A 32-year-old woman was arrested yesterday morning and charged in the death of her 12-year-old daughter in a fire that occurred last year in the family's Cape St. Claire home.
Lt. Robert Lowe of the fire marshal's office arrested Carol Elizabeth Sheats Martin at her home in the 7800 block of Camp Road, Pasadena. She was jailed in lieu of $75,000 bond. Sheats had been named last week in a sealed indictment, which was unsealed yesterday.
Sheats was charged with one count of involuntary manslaughter in the death of her child, Danielle Francesca Sheats. She is also charged with two counts of recklessly endangering another person -- Danielle and George Michael Martin, who was Sheats' boyfriend at the time and is now her husband, according to Kristin Riggin, spokeswoman for the county state's attorney's office.
"The charges are based on the consumption of alcohol and the reckless setting of fires in her home," Riggin said. She said she could not elaborate.

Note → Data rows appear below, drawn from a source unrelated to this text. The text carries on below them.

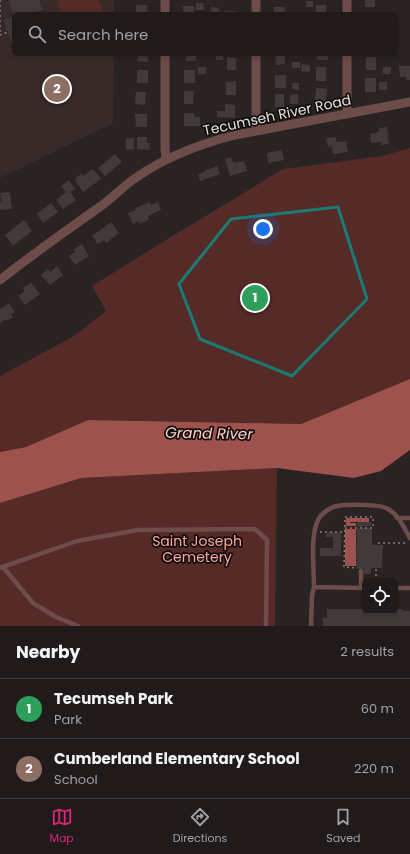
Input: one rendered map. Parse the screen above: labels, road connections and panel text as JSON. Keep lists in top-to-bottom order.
{
  "streets": {
    "street": ["Tecumseh River Road"]
  },
  "water": ["Grand River"],
  "parks": ["Saint Joseph Cemetery"],
  "page": {
    "search": "Search here",
    "pins": ["2", "1"],
    "heading": ["Nearby", "2 results"],
    "list": [
      {
        "mark": "1",
        "name": "Tecumseh Park",
        "note": "Park",
        "value": "60 m"
      },
      {
        "mark": "2",
        "name": "Cumberland Elementary School",
        "note": "School",
        "value": "220 m"
      }
    ],
    "nav": ["Map", "Directions", "Saved"]
  }
}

Investigators believe the fire originated with a lighted candle in the family room of the home, where Danielle's body was found. The house had smoke detectors, but investigators did not know if they were working.
An involuntary manslaughter conviction carries a maximum penalty of 10 years in prison. Reckless endangerment carries a prison term of up to five years.
Danielle died in the blaze Dec. 13, 1998, in the two-story home in the 1200 block of Hilltop Drive. The cause of her death was smoke inhalation and burns. Danielle was pronounced dead at the scene. At the time, friends described her as an excellent pupil at Magothy Middle School who liked to draw.
Martin, who owned the home, suffered critical burns when he tried to rescue Danielle. He and Sheats, who were outside the house when fire trucks arrived, were taken to Johns Hopkins Bayview Medical Center.
Two firefighters who searched the house for the child were treated for burns at Anne Arundel Medical Center and released. It took firefighters about half an hour to bring the fire under control.
In June, Sheats' paintings, done as she recovered from the fire, were the subject of a one-night private show and auction in a room rented by friends at Quiet Waters, a county park.